WHAT THIS TASK INVOLVES | Go through the data and copy each line that holds "canvas".

DATA SHOWN |
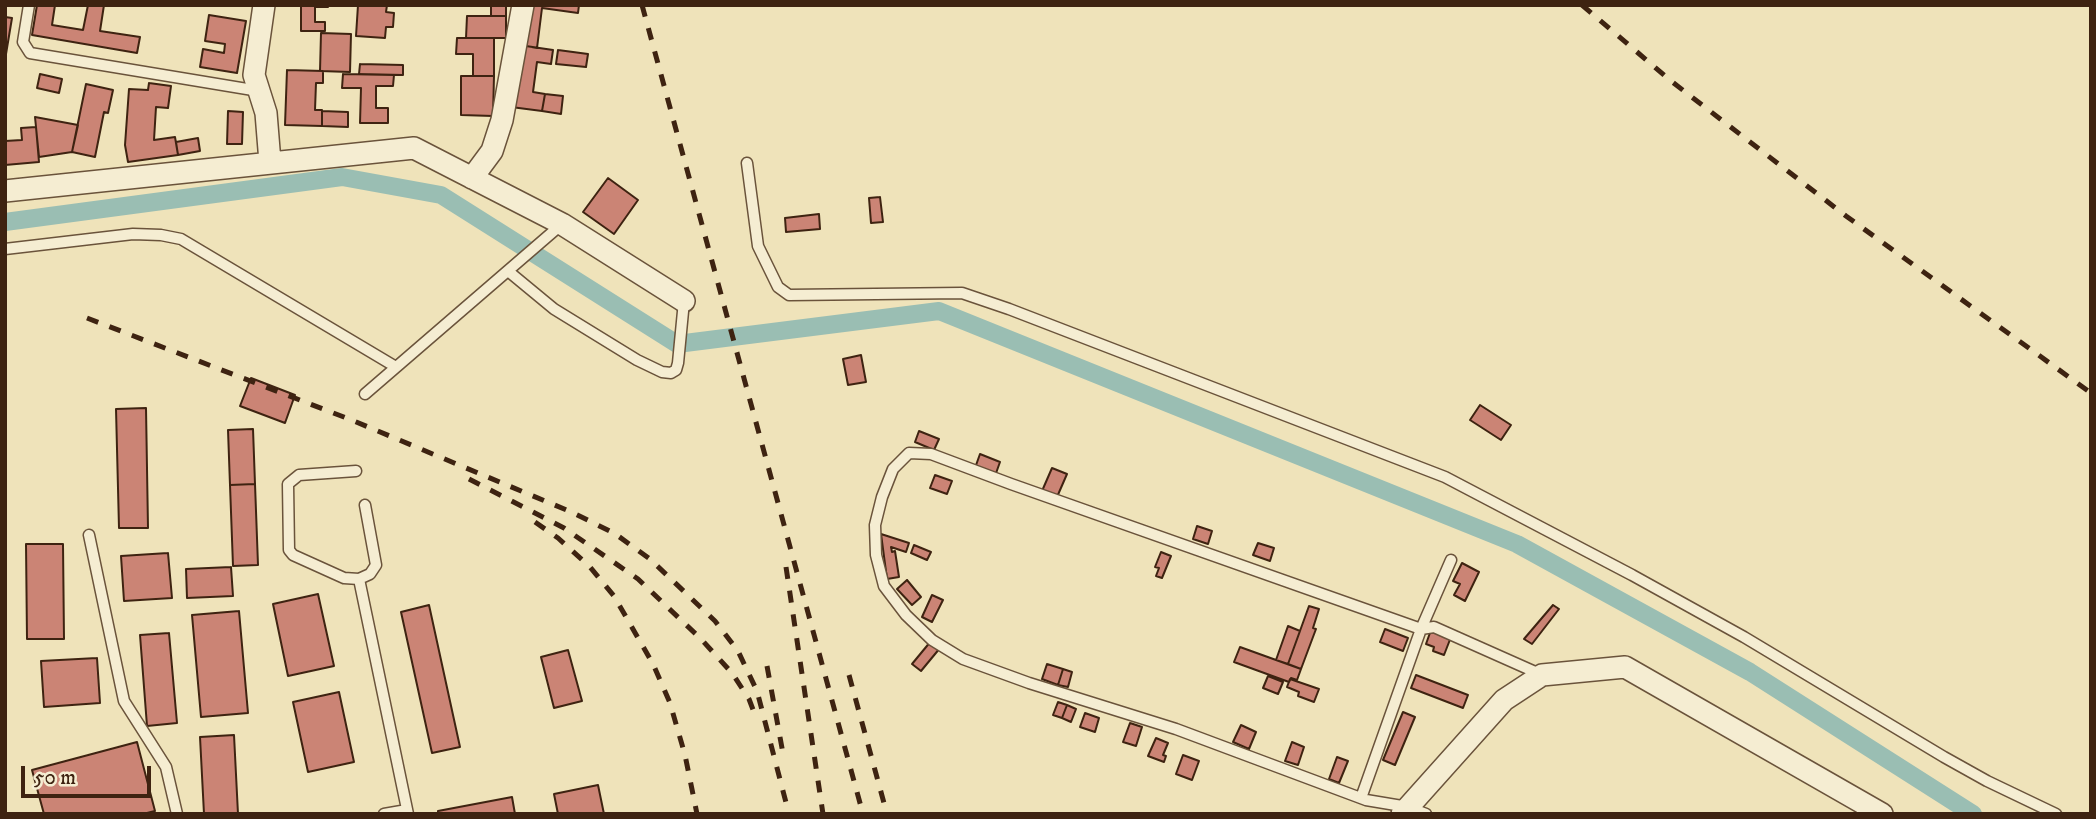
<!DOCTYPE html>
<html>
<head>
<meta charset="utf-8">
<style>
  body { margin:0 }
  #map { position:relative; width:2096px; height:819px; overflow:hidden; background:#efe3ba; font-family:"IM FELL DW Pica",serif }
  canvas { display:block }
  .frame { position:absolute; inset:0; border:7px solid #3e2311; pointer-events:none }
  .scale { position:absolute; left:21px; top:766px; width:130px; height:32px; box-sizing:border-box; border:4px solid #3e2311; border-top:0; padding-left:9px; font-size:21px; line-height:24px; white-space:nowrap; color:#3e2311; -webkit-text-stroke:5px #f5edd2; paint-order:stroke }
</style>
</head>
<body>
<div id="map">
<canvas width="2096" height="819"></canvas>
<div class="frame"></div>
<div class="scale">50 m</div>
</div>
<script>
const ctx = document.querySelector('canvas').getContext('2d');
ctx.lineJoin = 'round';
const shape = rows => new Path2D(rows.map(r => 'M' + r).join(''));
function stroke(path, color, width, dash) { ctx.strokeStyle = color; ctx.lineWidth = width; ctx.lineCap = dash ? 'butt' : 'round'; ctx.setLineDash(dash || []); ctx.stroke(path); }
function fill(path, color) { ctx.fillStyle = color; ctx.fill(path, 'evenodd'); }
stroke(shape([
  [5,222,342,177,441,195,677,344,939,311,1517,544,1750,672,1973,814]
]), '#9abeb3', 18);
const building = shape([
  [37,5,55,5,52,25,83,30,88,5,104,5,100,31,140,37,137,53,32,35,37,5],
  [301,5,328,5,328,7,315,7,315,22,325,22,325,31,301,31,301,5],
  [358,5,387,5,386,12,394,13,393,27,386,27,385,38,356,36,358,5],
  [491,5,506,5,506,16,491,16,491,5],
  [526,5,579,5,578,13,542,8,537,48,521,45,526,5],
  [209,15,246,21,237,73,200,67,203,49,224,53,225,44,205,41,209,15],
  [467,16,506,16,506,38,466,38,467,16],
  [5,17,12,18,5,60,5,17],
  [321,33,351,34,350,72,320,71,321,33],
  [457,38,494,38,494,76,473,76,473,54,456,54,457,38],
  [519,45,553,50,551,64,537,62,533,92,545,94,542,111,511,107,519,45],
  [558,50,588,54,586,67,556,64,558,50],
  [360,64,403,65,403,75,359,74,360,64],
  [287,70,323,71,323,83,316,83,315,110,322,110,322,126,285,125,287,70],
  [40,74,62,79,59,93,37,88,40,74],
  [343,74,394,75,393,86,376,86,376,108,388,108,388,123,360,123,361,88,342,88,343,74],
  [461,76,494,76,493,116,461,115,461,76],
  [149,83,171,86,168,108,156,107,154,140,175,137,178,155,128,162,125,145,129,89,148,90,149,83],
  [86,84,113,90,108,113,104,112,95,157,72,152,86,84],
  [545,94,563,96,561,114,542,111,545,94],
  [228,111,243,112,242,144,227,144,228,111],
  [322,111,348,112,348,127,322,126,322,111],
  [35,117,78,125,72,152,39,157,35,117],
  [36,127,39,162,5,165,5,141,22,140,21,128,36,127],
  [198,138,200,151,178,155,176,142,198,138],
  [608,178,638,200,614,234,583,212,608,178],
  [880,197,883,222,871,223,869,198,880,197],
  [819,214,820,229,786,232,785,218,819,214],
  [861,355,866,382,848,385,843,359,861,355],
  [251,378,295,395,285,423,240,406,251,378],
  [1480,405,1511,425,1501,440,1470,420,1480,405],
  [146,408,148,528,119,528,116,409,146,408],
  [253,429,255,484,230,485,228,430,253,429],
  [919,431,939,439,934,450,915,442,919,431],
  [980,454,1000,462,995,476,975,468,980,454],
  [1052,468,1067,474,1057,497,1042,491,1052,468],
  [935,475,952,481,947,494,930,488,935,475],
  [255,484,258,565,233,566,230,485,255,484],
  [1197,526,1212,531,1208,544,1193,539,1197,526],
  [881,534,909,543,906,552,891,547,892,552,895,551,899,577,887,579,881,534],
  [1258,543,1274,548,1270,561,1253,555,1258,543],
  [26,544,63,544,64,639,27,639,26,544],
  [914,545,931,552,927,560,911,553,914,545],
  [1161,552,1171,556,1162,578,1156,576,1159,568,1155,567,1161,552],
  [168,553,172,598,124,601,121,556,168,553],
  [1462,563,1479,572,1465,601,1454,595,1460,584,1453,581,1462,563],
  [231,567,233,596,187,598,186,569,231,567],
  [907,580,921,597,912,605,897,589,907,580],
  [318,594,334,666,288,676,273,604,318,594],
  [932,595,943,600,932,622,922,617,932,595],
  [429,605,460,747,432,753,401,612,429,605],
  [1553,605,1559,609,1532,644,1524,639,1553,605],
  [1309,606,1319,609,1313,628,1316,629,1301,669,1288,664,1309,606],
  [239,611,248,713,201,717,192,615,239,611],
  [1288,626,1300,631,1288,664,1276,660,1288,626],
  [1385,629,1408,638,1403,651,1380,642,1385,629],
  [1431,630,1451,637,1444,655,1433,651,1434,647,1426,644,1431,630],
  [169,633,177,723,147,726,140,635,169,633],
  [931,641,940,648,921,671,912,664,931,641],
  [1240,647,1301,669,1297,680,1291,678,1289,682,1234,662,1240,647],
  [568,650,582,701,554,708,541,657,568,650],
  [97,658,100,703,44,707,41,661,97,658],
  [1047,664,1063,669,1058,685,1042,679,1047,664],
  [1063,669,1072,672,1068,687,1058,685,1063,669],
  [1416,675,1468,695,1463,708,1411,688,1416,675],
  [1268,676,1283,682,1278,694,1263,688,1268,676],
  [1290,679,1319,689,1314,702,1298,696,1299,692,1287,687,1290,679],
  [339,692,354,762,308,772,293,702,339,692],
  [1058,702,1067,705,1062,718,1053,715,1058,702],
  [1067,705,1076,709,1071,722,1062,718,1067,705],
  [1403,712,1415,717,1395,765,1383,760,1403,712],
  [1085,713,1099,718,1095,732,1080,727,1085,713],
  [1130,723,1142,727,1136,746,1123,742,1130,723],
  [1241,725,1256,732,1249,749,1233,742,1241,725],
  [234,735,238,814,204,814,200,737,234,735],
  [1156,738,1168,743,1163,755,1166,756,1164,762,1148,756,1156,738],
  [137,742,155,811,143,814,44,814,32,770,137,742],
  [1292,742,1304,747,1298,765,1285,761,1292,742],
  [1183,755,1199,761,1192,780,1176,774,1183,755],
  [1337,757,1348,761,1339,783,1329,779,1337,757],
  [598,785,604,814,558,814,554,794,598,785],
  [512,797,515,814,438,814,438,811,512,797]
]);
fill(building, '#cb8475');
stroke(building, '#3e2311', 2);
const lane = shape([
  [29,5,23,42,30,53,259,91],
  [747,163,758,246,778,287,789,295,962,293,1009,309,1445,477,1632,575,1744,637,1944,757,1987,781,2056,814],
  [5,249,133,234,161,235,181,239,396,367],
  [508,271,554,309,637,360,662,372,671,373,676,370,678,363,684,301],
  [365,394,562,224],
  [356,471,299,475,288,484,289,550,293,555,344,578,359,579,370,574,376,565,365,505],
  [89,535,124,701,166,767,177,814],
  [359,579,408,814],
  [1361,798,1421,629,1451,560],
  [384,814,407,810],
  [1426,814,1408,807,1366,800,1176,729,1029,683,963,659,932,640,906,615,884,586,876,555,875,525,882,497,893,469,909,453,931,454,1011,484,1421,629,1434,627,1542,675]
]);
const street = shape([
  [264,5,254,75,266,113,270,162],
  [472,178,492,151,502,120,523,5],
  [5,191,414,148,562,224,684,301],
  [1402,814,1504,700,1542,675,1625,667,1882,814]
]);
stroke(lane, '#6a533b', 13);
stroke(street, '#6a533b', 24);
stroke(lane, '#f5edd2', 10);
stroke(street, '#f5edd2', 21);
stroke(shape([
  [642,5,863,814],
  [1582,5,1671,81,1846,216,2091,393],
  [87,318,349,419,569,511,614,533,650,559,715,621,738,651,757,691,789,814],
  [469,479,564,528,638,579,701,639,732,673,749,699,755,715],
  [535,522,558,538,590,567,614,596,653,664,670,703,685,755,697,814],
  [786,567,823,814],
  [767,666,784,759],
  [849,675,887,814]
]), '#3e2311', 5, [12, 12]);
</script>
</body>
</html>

SOLUTION TO THIS PROBLEM |
  canvas { display:block }
<canvas width="2096" height="819"></canvas>
const ctx = document.querySelector('canvas').getContext('2d');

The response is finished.